[[ Data records, beginning ]]
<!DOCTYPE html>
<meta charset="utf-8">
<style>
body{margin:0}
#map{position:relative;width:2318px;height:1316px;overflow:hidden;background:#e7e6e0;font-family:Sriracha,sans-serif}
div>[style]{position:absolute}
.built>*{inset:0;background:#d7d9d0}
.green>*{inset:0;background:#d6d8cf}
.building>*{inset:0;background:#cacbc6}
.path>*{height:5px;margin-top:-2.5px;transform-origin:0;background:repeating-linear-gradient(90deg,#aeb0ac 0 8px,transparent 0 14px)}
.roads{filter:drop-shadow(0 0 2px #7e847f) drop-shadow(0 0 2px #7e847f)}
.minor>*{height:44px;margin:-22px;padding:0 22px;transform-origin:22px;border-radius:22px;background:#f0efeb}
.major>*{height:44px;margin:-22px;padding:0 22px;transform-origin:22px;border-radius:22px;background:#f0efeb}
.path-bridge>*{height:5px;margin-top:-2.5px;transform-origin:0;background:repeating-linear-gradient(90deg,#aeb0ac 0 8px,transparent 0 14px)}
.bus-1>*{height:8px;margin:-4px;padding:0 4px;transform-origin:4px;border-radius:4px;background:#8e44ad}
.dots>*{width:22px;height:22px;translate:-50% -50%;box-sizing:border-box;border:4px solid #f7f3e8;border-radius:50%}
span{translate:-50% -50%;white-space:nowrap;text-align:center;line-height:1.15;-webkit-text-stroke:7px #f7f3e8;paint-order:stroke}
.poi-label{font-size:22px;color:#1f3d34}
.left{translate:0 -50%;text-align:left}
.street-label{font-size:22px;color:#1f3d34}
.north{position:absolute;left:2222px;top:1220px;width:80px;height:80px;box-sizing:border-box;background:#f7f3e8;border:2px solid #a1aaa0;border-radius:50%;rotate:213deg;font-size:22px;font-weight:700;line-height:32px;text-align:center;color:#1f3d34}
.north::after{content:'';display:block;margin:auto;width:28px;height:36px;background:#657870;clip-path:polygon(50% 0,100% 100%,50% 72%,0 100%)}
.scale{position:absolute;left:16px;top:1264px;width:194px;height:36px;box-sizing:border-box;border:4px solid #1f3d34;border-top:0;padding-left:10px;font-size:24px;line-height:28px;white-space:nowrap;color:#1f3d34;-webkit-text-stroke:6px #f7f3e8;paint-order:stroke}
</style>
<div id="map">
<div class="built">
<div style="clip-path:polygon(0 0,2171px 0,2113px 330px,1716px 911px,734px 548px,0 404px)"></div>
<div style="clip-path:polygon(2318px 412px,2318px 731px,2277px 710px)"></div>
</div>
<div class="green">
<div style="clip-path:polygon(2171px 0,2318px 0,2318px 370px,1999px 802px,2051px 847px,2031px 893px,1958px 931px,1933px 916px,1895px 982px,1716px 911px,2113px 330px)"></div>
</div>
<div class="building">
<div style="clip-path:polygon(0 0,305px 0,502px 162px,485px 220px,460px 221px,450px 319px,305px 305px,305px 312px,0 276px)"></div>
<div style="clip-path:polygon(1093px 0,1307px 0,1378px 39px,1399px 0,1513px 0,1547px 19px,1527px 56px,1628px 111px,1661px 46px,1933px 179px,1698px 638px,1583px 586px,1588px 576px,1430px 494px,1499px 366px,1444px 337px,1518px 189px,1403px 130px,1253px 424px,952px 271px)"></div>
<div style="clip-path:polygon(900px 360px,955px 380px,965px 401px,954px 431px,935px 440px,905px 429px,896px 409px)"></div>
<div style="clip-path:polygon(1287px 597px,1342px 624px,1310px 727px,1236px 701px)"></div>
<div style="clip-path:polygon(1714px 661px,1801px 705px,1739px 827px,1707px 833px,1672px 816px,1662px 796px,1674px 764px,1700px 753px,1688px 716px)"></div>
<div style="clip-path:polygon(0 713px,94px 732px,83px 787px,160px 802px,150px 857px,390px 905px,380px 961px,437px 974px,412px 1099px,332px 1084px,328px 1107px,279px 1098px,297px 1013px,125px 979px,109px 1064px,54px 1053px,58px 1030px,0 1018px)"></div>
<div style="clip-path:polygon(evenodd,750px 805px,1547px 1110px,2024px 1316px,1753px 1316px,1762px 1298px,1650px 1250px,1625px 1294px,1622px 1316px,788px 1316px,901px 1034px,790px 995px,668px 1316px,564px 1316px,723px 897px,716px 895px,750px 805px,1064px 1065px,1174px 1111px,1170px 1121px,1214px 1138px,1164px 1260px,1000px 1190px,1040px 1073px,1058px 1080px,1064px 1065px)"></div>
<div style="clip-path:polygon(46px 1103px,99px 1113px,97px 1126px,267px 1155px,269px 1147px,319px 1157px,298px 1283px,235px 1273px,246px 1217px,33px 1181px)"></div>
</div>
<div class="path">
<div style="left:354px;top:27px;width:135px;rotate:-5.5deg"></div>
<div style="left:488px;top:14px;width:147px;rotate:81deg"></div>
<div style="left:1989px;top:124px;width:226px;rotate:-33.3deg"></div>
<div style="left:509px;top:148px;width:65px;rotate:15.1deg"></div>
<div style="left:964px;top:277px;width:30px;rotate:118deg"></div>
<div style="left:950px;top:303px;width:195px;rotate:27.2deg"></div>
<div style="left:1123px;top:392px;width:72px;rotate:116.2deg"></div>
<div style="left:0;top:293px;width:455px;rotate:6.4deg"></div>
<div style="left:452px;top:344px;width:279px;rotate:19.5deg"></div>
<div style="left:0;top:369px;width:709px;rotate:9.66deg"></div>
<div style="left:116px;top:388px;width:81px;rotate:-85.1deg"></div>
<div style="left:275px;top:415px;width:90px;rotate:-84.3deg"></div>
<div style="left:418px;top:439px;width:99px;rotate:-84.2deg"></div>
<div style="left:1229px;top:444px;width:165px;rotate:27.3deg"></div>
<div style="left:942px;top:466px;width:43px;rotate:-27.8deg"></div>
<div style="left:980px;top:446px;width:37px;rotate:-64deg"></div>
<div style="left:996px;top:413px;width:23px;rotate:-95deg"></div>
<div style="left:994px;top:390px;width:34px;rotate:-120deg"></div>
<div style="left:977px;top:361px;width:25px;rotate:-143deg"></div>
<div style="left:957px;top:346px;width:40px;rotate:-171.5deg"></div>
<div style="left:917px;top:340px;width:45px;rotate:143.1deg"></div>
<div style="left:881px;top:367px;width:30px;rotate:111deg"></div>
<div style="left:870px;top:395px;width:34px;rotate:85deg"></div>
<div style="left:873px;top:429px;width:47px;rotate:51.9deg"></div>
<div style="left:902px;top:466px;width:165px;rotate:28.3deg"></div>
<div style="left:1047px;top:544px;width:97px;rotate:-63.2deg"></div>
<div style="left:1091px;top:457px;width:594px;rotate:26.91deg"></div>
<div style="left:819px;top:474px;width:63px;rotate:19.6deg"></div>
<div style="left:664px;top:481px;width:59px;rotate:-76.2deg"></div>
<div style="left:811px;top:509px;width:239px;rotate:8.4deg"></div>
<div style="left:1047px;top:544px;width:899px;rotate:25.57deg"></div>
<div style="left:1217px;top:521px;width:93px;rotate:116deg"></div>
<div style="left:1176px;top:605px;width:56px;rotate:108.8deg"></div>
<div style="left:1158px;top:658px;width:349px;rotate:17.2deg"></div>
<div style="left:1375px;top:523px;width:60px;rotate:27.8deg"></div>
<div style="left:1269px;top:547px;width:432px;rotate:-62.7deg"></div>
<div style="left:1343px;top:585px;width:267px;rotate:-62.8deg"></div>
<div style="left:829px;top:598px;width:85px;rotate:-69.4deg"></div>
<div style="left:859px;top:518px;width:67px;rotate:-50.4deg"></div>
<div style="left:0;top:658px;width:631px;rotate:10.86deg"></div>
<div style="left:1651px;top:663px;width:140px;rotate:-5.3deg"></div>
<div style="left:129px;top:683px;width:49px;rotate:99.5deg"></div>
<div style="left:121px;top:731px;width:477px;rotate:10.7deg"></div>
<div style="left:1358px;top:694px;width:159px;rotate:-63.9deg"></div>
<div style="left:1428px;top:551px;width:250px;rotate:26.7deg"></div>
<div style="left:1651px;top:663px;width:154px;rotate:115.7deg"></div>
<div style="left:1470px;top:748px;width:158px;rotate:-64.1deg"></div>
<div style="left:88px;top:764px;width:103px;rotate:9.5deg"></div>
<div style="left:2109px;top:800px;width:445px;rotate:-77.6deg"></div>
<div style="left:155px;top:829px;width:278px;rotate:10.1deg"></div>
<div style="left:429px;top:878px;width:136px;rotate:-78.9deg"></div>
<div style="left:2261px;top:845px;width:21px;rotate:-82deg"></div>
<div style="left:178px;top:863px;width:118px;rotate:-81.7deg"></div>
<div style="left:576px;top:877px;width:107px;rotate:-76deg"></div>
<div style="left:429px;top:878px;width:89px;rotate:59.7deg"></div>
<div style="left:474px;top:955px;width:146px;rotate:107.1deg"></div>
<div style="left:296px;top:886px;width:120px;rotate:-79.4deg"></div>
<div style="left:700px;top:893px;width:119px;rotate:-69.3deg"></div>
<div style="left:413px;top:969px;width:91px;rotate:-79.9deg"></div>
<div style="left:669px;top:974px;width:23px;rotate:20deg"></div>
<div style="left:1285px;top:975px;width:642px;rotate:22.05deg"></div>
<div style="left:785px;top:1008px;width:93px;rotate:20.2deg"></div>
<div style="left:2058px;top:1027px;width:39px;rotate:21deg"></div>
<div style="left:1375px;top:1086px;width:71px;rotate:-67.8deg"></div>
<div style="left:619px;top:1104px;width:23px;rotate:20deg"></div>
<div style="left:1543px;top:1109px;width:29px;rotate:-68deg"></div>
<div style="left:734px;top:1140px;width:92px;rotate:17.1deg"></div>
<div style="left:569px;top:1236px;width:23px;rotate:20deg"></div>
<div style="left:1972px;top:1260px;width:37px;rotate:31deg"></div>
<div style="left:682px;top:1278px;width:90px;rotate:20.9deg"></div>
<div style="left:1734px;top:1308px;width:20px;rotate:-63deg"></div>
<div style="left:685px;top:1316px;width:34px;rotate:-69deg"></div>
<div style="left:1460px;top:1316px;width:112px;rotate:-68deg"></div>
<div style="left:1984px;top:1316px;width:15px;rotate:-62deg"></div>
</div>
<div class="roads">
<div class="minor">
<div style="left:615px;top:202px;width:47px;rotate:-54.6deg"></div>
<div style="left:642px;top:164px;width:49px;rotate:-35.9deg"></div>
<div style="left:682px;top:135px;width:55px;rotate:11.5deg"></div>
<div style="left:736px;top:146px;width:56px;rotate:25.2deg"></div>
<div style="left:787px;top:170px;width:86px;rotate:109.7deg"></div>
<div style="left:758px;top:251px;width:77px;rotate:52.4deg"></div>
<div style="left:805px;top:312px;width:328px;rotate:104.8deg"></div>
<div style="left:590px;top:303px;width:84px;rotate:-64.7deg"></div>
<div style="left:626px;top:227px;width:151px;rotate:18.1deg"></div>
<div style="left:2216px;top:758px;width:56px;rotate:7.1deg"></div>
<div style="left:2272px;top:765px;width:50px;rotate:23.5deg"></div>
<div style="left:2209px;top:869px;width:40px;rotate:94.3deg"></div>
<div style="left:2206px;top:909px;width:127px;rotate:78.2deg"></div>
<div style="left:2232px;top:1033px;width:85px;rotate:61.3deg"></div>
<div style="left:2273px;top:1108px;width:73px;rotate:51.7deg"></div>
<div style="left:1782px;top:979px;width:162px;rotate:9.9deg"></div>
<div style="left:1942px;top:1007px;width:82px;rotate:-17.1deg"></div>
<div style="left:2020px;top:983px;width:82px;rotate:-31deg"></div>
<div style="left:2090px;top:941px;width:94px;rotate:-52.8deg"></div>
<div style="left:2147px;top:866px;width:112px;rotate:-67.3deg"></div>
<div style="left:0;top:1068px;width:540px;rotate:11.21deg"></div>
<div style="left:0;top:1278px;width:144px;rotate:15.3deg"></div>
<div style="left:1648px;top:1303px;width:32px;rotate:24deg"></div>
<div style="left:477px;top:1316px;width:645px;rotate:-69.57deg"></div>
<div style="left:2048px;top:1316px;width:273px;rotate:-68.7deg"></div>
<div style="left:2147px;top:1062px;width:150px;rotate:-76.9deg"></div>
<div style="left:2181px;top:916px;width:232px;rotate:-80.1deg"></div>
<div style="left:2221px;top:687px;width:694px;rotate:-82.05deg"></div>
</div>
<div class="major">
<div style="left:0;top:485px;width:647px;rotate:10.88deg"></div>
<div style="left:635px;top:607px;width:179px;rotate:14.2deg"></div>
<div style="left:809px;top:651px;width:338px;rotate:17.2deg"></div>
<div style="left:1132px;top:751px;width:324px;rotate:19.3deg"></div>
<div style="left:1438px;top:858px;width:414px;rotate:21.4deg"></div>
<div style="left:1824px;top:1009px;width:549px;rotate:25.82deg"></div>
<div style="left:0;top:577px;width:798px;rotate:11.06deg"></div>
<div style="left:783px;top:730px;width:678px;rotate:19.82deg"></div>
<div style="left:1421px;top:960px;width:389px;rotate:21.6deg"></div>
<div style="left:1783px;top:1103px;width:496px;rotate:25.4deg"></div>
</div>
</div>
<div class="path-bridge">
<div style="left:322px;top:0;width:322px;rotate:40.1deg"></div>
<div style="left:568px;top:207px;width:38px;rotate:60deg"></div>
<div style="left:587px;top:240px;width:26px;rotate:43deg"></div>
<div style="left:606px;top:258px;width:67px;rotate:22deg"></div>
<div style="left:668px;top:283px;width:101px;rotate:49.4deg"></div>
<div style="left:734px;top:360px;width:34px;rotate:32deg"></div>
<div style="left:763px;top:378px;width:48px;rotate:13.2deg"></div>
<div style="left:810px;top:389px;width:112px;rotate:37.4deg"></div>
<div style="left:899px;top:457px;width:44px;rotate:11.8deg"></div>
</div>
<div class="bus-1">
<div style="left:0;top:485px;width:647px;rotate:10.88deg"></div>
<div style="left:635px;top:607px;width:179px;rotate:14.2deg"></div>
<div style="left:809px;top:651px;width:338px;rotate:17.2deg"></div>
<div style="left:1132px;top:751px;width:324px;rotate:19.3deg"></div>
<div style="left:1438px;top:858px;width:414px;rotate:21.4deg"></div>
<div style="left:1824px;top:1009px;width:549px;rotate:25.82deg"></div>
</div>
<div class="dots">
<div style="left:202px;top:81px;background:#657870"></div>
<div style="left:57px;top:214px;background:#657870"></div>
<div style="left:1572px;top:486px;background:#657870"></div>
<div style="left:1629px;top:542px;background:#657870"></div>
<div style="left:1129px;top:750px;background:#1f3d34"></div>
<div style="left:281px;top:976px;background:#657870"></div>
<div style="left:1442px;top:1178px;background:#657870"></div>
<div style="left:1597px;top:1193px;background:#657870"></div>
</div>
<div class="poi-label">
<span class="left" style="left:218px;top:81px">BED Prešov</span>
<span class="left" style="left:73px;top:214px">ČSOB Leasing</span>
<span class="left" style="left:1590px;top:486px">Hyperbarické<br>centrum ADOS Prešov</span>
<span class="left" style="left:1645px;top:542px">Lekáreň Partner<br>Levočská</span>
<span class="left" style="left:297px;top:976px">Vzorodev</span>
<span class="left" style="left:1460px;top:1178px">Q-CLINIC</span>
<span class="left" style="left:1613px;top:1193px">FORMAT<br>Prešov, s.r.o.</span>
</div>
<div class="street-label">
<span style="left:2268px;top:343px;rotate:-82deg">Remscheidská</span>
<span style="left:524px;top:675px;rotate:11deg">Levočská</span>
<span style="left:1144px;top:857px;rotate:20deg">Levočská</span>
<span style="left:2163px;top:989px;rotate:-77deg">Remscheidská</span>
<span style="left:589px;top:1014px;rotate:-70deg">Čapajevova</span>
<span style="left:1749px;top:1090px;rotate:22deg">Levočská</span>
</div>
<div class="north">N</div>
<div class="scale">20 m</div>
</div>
[[ Data records, end ]]
Problem ▸
A word-for-word copy of the entries, from the first line through the line containing "2px #7e847f) drop-shadow(0", is the whole answer.

Written response ▸
<!DOCTYPE html>
<meta charset="utf-8">
<style>
body{margin:0}
#map{position:relative;width:2318px;height:1316px;overflow:hidden;background:#e7e6e0;font-family:Sriracha,sans-serif}
div>[style]{position:absolute}
.built>*{inset:0;background:#d7d9d0}
.green>*{inset:0;background:#d6d8cf}
.building>*{inset:0;background:#cacbc6}
.path>*{height:5px;margin-top:-2.5px;transform-origin:0;background:repeating-linear-gradient(90deg,#aeb0ac 0 8px,transparent 0 14px)}
.roads{filter:drop-shadow(0 0 2px #7e847f) drop-shadow(0 0 2px #7e847f)}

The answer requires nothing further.